Last updated : 07 July 2009 By Dan Buxton

It’s early July, the high of the end of last season has all but worn off, and the pre-season fixtures have not yet kicked in, so naturally, year after year we turn to transfer news for our football fix. As Stoke fans, year after year at this time we ask “why haven’t we signed anybody yet?” ,wearing down the F5 buttons on our keyboards repeatedly refreshing the page on any source of transfer news, and this summer has been no exception.  While we should enjoy the rumours, and bask in he sense of accomplishment that comes with being linked with players of the calibre that we are, having come so far in a few short years, we should not despair at the lack of concrete activity. We’d all love to see a flurry of big name, big money players arriving at the Britannia Stadium as soon as the window opens, but let’s be realistic, we have to bide our time, and it’s not time for concern just yet.

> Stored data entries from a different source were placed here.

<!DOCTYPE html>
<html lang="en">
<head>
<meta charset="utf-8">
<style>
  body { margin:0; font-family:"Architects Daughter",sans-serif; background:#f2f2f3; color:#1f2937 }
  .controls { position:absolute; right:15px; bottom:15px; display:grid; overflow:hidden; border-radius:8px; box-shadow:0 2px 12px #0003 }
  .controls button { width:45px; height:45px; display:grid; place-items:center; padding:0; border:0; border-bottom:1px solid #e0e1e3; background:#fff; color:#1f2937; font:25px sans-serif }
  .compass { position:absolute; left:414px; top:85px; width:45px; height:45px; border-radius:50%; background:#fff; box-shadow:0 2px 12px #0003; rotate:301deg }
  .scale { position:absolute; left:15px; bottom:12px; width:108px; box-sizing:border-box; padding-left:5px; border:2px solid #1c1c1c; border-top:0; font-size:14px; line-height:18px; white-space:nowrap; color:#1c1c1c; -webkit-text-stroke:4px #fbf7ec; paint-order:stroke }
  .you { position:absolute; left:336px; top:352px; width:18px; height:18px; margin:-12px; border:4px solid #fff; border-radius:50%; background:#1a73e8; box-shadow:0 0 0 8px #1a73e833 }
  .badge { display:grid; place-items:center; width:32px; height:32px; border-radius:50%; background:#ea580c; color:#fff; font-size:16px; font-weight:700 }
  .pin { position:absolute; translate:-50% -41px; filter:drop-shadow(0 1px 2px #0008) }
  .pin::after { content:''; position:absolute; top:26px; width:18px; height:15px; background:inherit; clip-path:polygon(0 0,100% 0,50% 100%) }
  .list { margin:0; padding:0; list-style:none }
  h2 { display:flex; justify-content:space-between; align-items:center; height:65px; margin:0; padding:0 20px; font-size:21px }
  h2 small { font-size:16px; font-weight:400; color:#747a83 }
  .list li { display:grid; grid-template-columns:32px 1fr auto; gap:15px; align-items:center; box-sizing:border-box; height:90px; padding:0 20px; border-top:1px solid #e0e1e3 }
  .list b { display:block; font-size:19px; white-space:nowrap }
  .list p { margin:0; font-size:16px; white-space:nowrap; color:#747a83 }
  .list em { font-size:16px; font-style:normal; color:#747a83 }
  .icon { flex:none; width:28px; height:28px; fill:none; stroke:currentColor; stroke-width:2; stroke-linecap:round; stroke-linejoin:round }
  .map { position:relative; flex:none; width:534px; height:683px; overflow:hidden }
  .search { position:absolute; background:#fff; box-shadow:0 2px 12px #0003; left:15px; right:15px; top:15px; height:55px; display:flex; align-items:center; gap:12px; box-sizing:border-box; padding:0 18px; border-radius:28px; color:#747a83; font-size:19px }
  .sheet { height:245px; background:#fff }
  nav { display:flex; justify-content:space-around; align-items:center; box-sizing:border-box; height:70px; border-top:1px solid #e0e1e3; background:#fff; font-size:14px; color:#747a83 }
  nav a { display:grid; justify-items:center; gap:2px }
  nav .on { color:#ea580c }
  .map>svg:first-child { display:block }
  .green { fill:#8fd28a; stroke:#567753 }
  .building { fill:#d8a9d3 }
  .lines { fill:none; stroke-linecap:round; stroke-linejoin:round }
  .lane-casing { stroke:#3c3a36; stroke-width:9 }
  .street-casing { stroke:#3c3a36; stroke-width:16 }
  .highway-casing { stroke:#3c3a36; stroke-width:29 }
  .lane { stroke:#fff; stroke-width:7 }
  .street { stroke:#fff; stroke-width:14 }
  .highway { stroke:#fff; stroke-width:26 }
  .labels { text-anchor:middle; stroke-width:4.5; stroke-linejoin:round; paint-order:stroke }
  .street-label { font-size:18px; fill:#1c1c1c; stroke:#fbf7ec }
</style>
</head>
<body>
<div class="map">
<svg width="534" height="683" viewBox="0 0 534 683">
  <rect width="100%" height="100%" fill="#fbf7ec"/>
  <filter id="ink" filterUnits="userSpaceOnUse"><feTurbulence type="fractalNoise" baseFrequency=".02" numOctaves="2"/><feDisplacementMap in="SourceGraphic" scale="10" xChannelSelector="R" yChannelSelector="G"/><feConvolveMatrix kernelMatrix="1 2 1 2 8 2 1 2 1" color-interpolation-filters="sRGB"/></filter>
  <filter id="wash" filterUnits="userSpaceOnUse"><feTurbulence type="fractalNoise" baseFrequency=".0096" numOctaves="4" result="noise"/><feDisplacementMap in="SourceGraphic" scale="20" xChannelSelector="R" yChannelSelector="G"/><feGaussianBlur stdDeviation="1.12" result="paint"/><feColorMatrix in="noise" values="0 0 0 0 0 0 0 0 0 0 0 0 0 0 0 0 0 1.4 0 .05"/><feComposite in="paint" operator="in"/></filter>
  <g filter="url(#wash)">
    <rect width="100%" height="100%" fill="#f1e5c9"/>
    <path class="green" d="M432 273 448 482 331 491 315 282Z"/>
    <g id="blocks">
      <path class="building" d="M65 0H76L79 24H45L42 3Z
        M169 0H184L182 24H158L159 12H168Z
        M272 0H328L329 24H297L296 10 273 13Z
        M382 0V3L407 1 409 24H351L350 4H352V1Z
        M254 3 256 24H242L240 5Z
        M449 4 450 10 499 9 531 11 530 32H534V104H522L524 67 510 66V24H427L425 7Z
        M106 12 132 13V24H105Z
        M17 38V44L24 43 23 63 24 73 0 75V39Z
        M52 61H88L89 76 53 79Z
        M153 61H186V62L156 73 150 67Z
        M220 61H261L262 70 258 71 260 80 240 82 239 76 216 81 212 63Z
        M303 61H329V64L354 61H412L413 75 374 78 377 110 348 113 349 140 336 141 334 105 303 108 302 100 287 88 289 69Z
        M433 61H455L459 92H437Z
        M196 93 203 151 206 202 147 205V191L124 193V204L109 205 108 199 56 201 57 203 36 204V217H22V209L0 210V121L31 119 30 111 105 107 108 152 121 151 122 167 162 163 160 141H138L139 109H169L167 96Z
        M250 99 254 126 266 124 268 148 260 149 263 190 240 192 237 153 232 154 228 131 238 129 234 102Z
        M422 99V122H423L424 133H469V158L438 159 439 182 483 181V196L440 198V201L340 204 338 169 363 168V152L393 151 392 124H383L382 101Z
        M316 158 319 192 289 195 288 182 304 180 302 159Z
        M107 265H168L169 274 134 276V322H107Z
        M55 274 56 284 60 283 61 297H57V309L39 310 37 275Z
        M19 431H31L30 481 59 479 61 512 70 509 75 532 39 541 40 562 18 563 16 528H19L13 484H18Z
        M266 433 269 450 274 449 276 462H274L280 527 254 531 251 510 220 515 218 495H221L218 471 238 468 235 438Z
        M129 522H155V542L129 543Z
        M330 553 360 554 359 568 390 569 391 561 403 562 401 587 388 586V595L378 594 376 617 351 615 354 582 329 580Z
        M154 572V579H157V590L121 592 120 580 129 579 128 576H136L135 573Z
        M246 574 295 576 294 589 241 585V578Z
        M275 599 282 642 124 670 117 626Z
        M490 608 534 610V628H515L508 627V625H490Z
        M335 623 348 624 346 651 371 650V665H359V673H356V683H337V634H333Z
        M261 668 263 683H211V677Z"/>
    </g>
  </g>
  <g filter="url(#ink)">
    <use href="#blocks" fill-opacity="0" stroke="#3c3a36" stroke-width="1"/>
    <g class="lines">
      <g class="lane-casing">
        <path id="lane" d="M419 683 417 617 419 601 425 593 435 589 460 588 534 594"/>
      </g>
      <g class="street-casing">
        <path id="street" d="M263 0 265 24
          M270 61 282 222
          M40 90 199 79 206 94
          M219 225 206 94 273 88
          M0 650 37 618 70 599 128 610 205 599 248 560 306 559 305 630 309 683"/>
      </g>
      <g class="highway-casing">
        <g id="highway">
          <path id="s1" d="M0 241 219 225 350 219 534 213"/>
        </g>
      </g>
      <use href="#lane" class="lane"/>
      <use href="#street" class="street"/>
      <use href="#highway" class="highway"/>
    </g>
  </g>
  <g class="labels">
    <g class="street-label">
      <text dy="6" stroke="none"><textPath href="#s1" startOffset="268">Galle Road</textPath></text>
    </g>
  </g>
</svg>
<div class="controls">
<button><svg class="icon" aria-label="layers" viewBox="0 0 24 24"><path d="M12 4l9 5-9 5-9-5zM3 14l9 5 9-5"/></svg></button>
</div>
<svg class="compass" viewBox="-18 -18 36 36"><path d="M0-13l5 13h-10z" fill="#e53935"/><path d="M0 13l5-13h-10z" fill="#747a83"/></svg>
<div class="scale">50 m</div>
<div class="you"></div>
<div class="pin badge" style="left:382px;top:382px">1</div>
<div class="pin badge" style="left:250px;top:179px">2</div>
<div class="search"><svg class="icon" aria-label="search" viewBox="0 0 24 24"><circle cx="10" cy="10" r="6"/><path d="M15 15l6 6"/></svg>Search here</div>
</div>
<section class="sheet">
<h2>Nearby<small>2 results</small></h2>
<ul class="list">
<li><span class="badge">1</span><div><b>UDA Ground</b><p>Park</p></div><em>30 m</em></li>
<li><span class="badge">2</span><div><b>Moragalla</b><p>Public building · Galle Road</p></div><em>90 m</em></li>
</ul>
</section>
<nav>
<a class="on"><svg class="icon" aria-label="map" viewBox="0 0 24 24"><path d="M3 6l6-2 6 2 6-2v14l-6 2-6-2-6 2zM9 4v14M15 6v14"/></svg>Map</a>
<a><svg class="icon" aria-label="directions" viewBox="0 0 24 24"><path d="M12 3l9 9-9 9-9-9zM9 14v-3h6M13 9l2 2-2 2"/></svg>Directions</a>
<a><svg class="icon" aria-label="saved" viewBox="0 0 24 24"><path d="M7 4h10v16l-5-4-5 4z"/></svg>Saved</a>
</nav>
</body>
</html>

Last summer, just four major transfers concerning players coming into Premier League clubs were completed in the month of June. This year the figure was slightly greater, but this can be put down to the skewed top end of the market that has resulted from the merry-go-round of top players this summer, sparked by Manchester City’s ascent to riches. The only other clubs making waves in the transfer market are those at the bottom of the table, who know a large amount squad building has to be done, and feel they have little time to lose in getting in players if they are to stand a chance of beating the drop. It is telling that newly promoted Wolves and Birmingham have already brought in six and five players already, many of them unproven in the Premier League or English football altogether. We should see it as a positive that we don’t have to rush into signing players, safe in the knowledge that our current squad is good enough to compete well, while we take the measured approach to signing players that Tony Pulis favours, waiting for the right players to become available.

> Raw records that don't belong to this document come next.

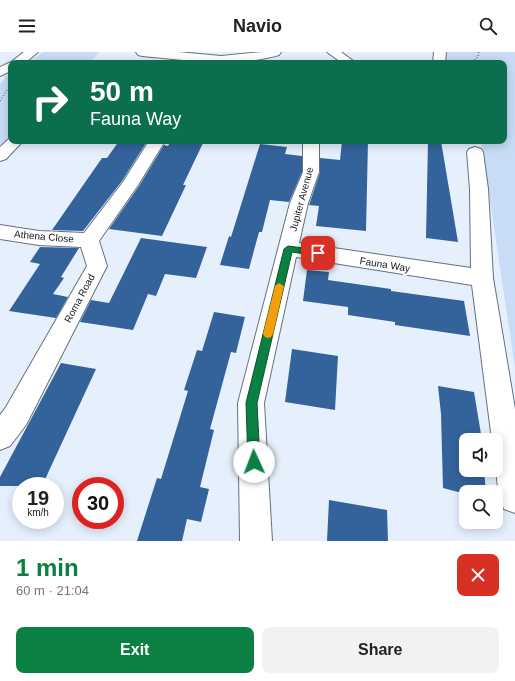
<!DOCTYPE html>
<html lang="en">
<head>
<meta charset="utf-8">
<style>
  :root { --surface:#fff; --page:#f2f2f2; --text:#222; --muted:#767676; --accent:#0b8043 }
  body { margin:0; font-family:Arial,sans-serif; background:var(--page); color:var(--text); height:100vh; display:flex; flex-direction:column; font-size:15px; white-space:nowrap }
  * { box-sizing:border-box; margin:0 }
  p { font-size:13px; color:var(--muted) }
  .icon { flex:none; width:22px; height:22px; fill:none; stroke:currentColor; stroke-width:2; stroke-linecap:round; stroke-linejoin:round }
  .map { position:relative; height:489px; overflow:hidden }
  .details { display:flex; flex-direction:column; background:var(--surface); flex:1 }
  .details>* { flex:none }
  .guide { position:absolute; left:8px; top:8px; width:499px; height:84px; border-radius:8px; box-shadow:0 2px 10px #0003; background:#0b6e4f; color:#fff; overflow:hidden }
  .controls { position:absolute; left:459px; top:381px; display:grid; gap:8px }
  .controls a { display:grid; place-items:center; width:44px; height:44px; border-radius:8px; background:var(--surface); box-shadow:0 2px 10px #0003; font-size:20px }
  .speed { position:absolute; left:12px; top:425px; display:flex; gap:8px; font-size:20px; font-weight:700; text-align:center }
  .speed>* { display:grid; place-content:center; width:52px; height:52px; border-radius:50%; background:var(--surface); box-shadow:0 2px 10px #0003; line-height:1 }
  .speed small { font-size:10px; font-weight:400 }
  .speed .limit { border:6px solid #d22; background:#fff; color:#111 }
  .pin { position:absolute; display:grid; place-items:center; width:34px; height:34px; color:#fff; margin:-17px; border-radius:8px; box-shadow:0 2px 6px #0006 }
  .me { position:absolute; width:44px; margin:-22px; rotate:358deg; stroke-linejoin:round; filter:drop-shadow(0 0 3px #0008) }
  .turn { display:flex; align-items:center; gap:14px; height:84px; padding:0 16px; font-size:18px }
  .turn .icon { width:52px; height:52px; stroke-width:2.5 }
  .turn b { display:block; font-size:28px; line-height:34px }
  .round { display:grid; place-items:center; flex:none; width:42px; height:42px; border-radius:8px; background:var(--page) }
  .head { display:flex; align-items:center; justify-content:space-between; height:68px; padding:0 16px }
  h1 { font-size:24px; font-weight:700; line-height:30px; color:var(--accent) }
  .button { display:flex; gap:8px; margin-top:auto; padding:8px 16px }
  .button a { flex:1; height:46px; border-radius:8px; background:var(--accent); color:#fff; font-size:16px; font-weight:700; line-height:46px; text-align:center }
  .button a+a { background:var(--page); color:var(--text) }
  header { display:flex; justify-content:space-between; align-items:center; height:52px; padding:0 16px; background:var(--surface); font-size:18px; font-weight:700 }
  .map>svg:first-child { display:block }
  .green { fill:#c8dcf6 }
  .building { fill:#34639c }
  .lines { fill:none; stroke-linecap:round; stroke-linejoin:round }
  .minor-casing { stroke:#66717f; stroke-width:2 }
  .path { stroke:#747b84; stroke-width:1.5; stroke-dasharray:1 2; stroke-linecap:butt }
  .minor { fill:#fff; fill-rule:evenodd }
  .route { fill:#0b8043; stroke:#07532c }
  .slow { fill:#f59e0b }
  .labels { text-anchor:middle; stroke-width:4; stroke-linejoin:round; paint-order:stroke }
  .street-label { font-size:10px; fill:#15191f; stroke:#fff }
</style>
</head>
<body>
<header><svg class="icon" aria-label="menu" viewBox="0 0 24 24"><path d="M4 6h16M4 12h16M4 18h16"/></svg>Navio<svg class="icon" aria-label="search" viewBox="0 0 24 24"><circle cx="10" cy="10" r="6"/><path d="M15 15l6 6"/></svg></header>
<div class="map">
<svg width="515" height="489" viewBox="0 0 515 489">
  <rect width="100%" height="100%" fill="#e6f0fd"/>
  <!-- green -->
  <g class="green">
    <polygon points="43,0 100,0 89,11 29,11"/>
    <polygon points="446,0 515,0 515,315 481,89 504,89 504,11 446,11"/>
    <polygon points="11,22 11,86 0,96 0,32 7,24"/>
  </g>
  <!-- building -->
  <g class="building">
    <polygon points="119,89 146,91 122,129 83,179 52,178 102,106 107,106"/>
    <polygon points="171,89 204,89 183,133 186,133 162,184 109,177 139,134 164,93 168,94"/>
    <polygon points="342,89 368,89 366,179 316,174 319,154 309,153 320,120 320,106 340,108"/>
    <polygon points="428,89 441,89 458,190 426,186"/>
    <polygon points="260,92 287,95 285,102 302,104 302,120 289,150 270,148 262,180 259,180 249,217 220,213 229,184 231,185"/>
    <polygon points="141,186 207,195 196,226 165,222 156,244 148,242 133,278 80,270 91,248 109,251"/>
    <polygon points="40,195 79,196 61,225 64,226 53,242 68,245 56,266 9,259 40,212 30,210"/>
    <polygon points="307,218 329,220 328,228 391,237 391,239 464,249 470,284 395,273 395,270 348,263 348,255 303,249"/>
    <polygon points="214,260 245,265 236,301 231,300 210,377 214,378 200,435 209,437 201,470 187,467 182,489 137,489 157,426 161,427 188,339 184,338 197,298 202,299"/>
    <polygon points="292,297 338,304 335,358 285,350"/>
    <polygon points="61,311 96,317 42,434 0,434 0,425"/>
    <polygon points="438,334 474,340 482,388 466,388 466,418 484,418 486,440 458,440 443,436 441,362"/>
    <polygon points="329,448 387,458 388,489 327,489"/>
  </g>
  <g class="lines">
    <defs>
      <g id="minor">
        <polygon points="24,0 38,0 25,11 11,11 11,19 0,24 0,15 11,10"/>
        <path d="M136,0H178L221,4L262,0H281L279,3C233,16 189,8 142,4L138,3Z"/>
        <polygon points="327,0 341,0 356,11 342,11"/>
        <polygon points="434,0 446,0 445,11 433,11"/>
        <polygon points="11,85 11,89 23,89 6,107 0,109 0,95"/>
        <polygon points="149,89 165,89 138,133 99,189 107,214 26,373 10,394 0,398 0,363 6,355 87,214 81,195 39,193 0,187 0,173 39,179 84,181 123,130"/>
        <path d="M303,89H319V120L308,151L299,191L471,216L470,137L467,100L469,97L475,95L481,97L483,100L488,137L493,226L515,357V461L504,457C495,435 496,411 496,388H492L472,233L296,205L264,351L272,489H240L238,351L290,151L303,120Z"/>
      </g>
    </defs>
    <!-- minor casing -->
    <use href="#minor" class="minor-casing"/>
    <!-- path -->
    <g class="path">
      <polyline points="469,11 478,5 479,0"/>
      <polyline points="0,49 7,38"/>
    </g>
    <!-- minor -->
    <use href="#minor" class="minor"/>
  </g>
  <!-- route -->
  <polygon class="route" points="288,194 318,198 322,201 318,204 292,200 257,351 260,410 258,414 254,416 250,414 248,410 246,351 284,197"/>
  <!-- slow -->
  <polygon class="slow" points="279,231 284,234 273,282 271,285 268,286 265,285 263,282 275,234"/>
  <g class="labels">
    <!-- street labels -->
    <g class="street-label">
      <text transform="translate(301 147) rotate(-75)" y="4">Jupiter Avenue</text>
      <text transform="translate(44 184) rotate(5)" y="4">Athena Close</text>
      <text transform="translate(385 212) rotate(9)" y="4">Fauna Way</text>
      <text transform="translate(79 246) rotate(-62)" y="4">Roma Road</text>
    </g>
  </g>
</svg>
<div class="controls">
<a><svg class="icon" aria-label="sound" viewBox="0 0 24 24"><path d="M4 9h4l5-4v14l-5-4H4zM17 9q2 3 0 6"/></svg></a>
<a><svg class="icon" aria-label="search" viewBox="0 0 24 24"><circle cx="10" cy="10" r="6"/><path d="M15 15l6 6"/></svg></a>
</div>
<div class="speed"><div>19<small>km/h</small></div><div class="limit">30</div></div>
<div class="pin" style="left:318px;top:201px;background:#d93025"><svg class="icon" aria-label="arrive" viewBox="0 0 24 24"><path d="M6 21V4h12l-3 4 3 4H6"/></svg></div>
<svg class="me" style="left:254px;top:410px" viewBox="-20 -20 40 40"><circle r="19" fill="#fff"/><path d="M0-13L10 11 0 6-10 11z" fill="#0b8043"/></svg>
<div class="guide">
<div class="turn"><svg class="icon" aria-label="right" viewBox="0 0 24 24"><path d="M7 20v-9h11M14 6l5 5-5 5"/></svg><div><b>50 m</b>Fauna Way</div></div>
</div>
</div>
<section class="details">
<div class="head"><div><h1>1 min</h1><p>60 m · 21:04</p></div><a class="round" style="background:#d93025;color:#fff"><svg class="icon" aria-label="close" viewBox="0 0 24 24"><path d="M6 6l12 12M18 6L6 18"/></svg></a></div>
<div class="button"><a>Exit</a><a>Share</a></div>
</section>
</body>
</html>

To rush into signings, or feel pressured to make them purely for the sake of making them, is possibly the worst thing club’s management can do in a transfer window. Think back to this time last year, we were desperate for a signing, the club eventually made one, Dave Kitson. Shortly into his time at Stoke it was easy to see that he was not the right player to take us forward. In short, he was a waste of an awful lot of money. If we’d taken a little more time to fully analyse the implications of signing Kitson, perhaps we would have avoided the train wreck his Stoke career has been. Much of the same can be said about Michael Tonge. He was signed on transfer deadline day last August after me missed out on number one target Joe Ledley. After missing out on Ledley we felt that we had to bring in someone, so turned to the next best available option, who has hardly “rocked the City” in his first year with Stoke. It’s important for us to take time over signings, ensuring that what we’re getting is what we need and for the right price. Given the choice of three or four good signings who will significantly strengthen our team made towards the end of the window, or ten made in haste who may have little effect, we’d of course take the prior every time.

We only have to look back at previous years to see that the best signings are worth waiting for. Last summer Abdoulaye Faye joined on the day before the season began, the year before that Ryan Shawcross signed just two days before the big kick-off, while in 2006 Ricardo Fuller joined on transfer deadline day itself. I have every faith in Tony Pulis that he can keep up this trend and bring in the players that will really make a difference as we get closer to that first game, at home to Burnley on August 15th. As yet, we have nothing to worry about. Let’s give it two weeks, if nothing’s happened by then, then let’s panic.